Période : moyen-âge central, XIIIe siècle.
Auteur ; Colin Muset (1210-?)
Titre : « Moult m’anue d’iver ke tant ait dureit.»
Ouvrage : Les chansons de Colin Muset, par Joseph Bédier, avec la transcription des mélodies par Jean Beck. Paris, Champion, 1938.

Bonjour à tous,

P_lettrine_moyen_age_passion-copiaour avancer dans notre exploration du répertoire des trouvères du moyen-âge central, nous vous présentons, aujourd’hui, une nouvelle pièce de Colin Muset.

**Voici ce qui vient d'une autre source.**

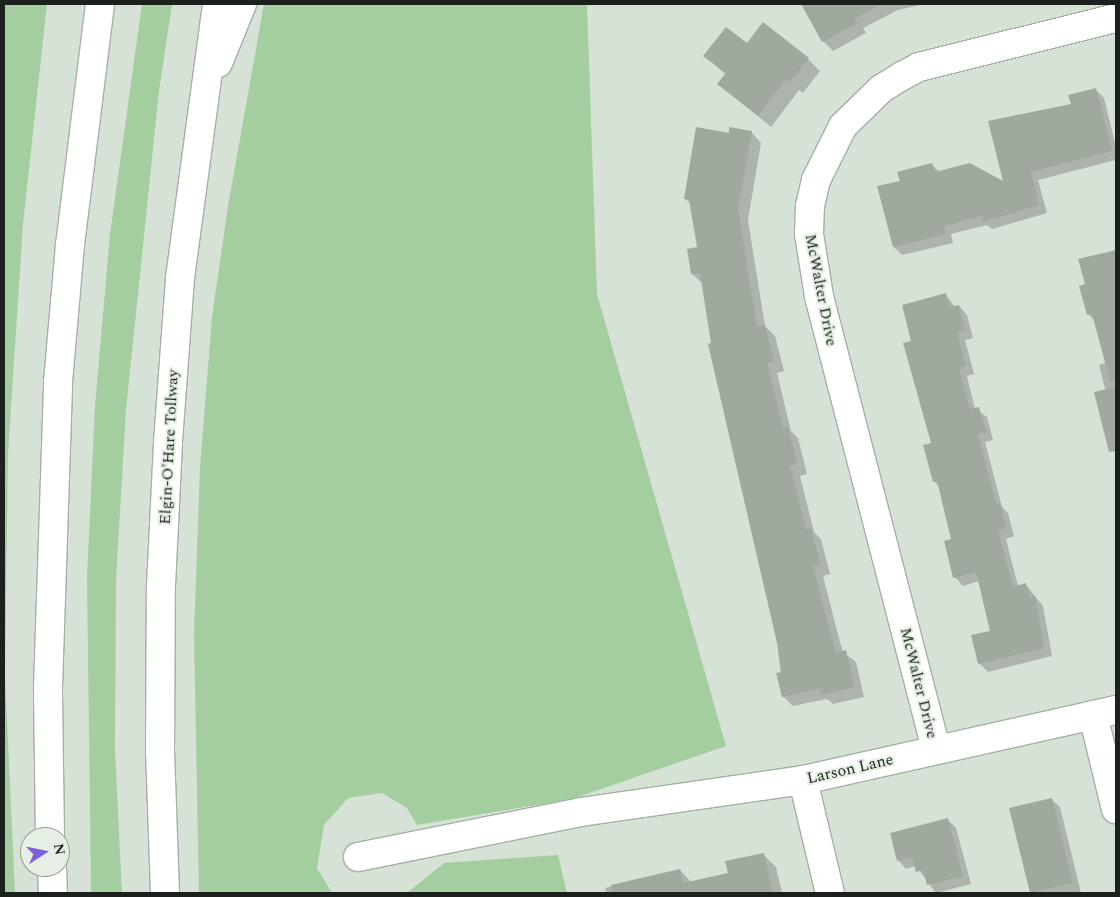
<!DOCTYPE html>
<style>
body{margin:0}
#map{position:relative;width:1120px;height:897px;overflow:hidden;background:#d7e2d6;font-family:Spectral,serif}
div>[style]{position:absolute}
.green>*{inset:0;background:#a4cea0}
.shadow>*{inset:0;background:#0003}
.building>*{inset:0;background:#9fa99e}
.roads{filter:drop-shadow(1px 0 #a5afa4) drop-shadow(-1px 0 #a5afa4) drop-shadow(0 1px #a5afa4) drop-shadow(0 -1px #a5afa4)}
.minor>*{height:28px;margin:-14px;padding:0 14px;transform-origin:14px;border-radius:14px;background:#fff}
.motorway>*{height:28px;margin:-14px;padding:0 14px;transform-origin:14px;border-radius:14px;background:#fff}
span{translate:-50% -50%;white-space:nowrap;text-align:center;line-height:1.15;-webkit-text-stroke:4px #e5efe3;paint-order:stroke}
.street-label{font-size:16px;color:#1d211d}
.frame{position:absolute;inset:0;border:5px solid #1d211d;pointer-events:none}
.north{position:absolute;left:20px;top:827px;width:50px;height:50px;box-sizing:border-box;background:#e5efe3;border:1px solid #959d94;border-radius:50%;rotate:79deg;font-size:14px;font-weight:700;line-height:20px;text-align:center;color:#1d211d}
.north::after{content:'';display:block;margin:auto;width:18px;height:22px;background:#805fd9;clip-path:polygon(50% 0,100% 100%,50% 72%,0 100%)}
</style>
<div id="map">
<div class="green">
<div style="clip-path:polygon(4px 4px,47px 4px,23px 224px,8px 454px,5px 677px,15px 893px,4px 893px)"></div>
<div style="clip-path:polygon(142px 4px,172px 4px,159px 91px,126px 410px,116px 581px,115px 750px,122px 893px,91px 893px,87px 577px,95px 406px,110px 234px)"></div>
<div style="clip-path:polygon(264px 4px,587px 4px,597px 294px,726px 746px,572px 799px,417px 825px,407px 808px,382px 793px,348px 798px,324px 825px,317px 868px,332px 893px,199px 893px,194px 635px,200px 467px,212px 317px,228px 206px)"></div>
<div style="clip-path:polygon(558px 855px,567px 893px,407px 893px,444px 863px)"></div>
</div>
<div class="shadow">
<div style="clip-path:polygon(803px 4px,925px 4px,898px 10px,863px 28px,866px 33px,833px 51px,823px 41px)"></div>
<div style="clip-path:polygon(747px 45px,808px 59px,820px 71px,803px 93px,799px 90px,771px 127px,719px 84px,726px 75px,705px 56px)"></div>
<div style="clip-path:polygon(1095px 89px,1104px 98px,1116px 147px,1116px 160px,1038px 180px,1047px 213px,992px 229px,987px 225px,951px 234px,953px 243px,902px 255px,894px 247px,901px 182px,932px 165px,940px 172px,1005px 184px,1072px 105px)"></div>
<div style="clip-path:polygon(751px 132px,761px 143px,748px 220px,765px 326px,775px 336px,784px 371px,777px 373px,791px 431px,798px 438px,807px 474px,800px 476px,814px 532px,821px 539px,830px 574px,823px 576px,840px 642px,843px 652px,856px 662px,864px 697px,833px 704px,827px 699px,793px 706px,783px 696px,778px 643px,713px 344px,703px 284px,692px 274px,698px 248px,691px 204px,685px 198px,730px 134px)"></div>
<div style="clip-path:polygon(1116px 251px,1116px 432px,1099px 365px,1106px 363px,1095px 321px,1088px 314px,1086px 285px,1080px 260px)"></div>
<div style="clip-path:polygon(946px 295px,955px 307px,959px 306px,967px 315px,973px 338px,965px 340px,974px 374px,967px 376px,975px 409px,987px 417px,993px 440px,985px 442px,1002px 507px,1008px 513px,1014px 536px,1006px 539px,1018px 586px,1026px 585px,1043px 606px,1052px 656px,988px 672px,980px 664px,973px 636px,991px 631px,979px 581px,963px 586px,955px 577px,953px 540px,939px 487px,934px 481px,933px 444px,912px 342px)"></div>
<div style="clip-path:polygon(1051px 799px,1060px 807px,1081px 893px,1032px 893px,1010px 809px)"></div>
<div style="clip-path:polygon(948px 820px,956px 828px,971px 884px,936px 893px,916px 866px,906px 869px,898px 860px)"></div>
<div style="clip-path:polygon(763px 854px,776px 867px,782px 893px,607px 893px,605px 888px,680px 870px,692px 883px,729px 874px)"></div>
</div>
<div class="building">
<div style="clip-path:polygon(801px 4px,881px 4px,855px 18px,857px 23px,822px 42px)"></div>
<div style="clip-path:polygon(763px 22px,809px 58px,790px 82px,786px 79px,758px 116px,717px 84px,726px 73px,703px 56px,726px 27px,747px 43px)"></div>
<div style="clip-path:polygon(1096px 88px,1112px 151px,1031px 172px,1039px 205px,983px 222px,981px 216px,944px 226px,946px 234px,893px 247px,877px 186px,900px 181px,897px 172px,932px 163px,935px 172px,970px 163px,1003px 181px,988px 121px,1071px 104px,1068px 95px)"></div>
<div style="clip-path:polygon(696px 127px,729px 133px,729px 127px,752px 131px,738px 209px,757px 327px,765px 325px,774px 361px,767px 363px,783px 428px,788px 427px,797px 464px,790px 465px,806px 529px,811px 528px,820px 564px,813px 566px,830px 631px,836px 653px,846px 650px,854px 687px,821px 695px,820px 688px,782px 697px,776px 673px,781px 672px,777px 643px,708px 344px,711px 343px,700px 273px,691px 274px,687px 249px,697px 247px,689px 200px,684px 199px)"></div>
<div style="clip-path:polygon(1116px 250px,1116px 380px,1110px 381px,1092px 314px,1087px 315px,1079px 286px,1085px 284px,1078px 259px)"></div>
<div style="clip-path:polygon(946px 293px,950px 307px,959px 305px,965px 330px,957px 332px,966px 366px,959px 368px,970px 409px,979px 407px,986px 432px,978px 434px,996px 504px,1000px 503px,1006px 528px,998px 530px,1013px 587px,1026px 583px,1030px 598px,1035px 596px,1044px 648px,978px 664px,971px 635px,990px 631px,976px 572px,953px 578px,944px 541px,951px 539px,937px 481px,933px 482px,923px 445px,931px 443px,903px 343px,911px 341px,902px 305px)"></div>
<div style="clip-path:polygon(1116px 387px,1116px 451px,1109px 452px,1094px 392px)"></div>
<div style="clip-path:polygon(1052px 798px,1073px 883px,1030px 893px,1009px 808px)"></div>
<div style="clip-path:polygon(948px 818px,963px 876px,927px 885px,923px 870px,916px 872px,912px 857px,897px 861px,890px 833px)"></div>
<div style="clip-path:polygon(764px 853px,773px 893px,612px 893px,611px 885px,680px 869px,683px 883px,728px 873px,725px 861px)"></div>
</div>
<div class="roads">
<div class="minor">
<div style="left:1093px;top:715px;width:97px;rotate:76.3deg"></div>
<div style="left:936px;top:749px;width:468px;rotate:-104.5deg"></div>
<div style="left:819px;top:296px;width:63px;rotate:-99.2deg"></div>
<div style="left:809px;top:234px;width:28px;rotate:-88deg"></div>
<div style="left:810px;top:206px;width:27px;rotate:-77deg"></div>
<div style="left:816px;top:180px;width:60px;rotate:-63.4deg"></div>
<div style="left:843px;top:126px;width:53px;rotate:-44.2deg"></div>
<div style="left:881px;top:89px;width:25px;rotate:-32deg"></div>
<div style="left:902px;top:76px;width:19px;rotate:-28deg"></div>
<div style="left:919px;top:67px;width:203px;rotate:-14deg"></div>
<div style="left:803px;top:780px;width:116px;rotate:76.6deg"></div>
<div style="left:358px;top:857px;width:227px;rotate:-11.4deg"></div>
<div style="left:581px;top:812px;width:224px;rotate:-8.2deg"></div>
<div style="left:803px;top:780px;width:321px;rotate:-12.6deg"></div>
</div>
<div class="motorway">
<div style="left:218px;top:63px;width:64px;rotate:-67.9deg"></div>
<div style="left:50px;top:837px;width:149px;rotate:-90.8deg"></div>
<div style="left:48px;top:688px;width:306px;rotate:-88.1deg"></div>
<div style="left:58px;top:382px;width:138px;rotate:-85deg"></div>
<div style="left:70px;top:245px;width:243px;rotate:-82.9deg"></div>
<div style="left:52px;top:867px;width:26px;rotate:88deg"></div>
<div style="left:165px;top:893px;width:140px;rotate:-92deg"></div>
<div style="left:160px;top:753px;width:167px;rotate:-89.7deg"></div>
<div style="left:161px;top:586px;width:144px;rotate:-87.2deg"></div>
<div style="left:168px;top:442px;width:164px;rotate:-85.8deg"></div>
<div style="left:180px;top:278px;width:276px;rotate:-82.3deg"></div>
</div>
</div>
<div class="street-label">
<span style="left:821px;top:290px;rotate:79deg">McWalter Drive</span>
<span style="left:169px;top:447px;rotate:-87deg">Elgin-O'Hare Tollway</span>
<span style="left:919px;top:683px;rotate:76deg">McWalter Drive</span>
<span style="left:850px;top:769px;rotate:-13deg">Larson Lane</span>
</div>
<div class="frame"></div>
<div class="north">N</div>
</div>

Si ce poète médiéval a mis dans nombre de ses chansons, une touche personnelle d’humour et même de truculence rafraîchissantes, il épouse, ici, de manière plus sage, les formes « classiques » de la lyrique courtoise : les saisons y reflètent les états émotionnels du poète et, contre l’hiver, l’arrivée du beau temps et du rossignol l’inspireront et le mettront en joie. Ce sera le moment idéal pour louer la dame chère à son cœur et qui n’a que des qualités, dont la moindre n’est pas de lui avoir cédé. Enfin, dans un « siècle » qui compte bien peu de courtoisie, nous dit-il, il est bien décidé à demeurer, de son côté, contre les fous, les vilains et autres rustres, un fine(s) amant(s) parfait.

Sources manuscrites

On ne retrouve cette pièce que dans un seul manuscrit d’époque : le Chansonnier français C, encore référencé Cod 389. Daté de la fin du XIIIe siècle, ce codex est conservé à la Burgerbibliothek de Berne et vous pouvez le consulter au lien suivant.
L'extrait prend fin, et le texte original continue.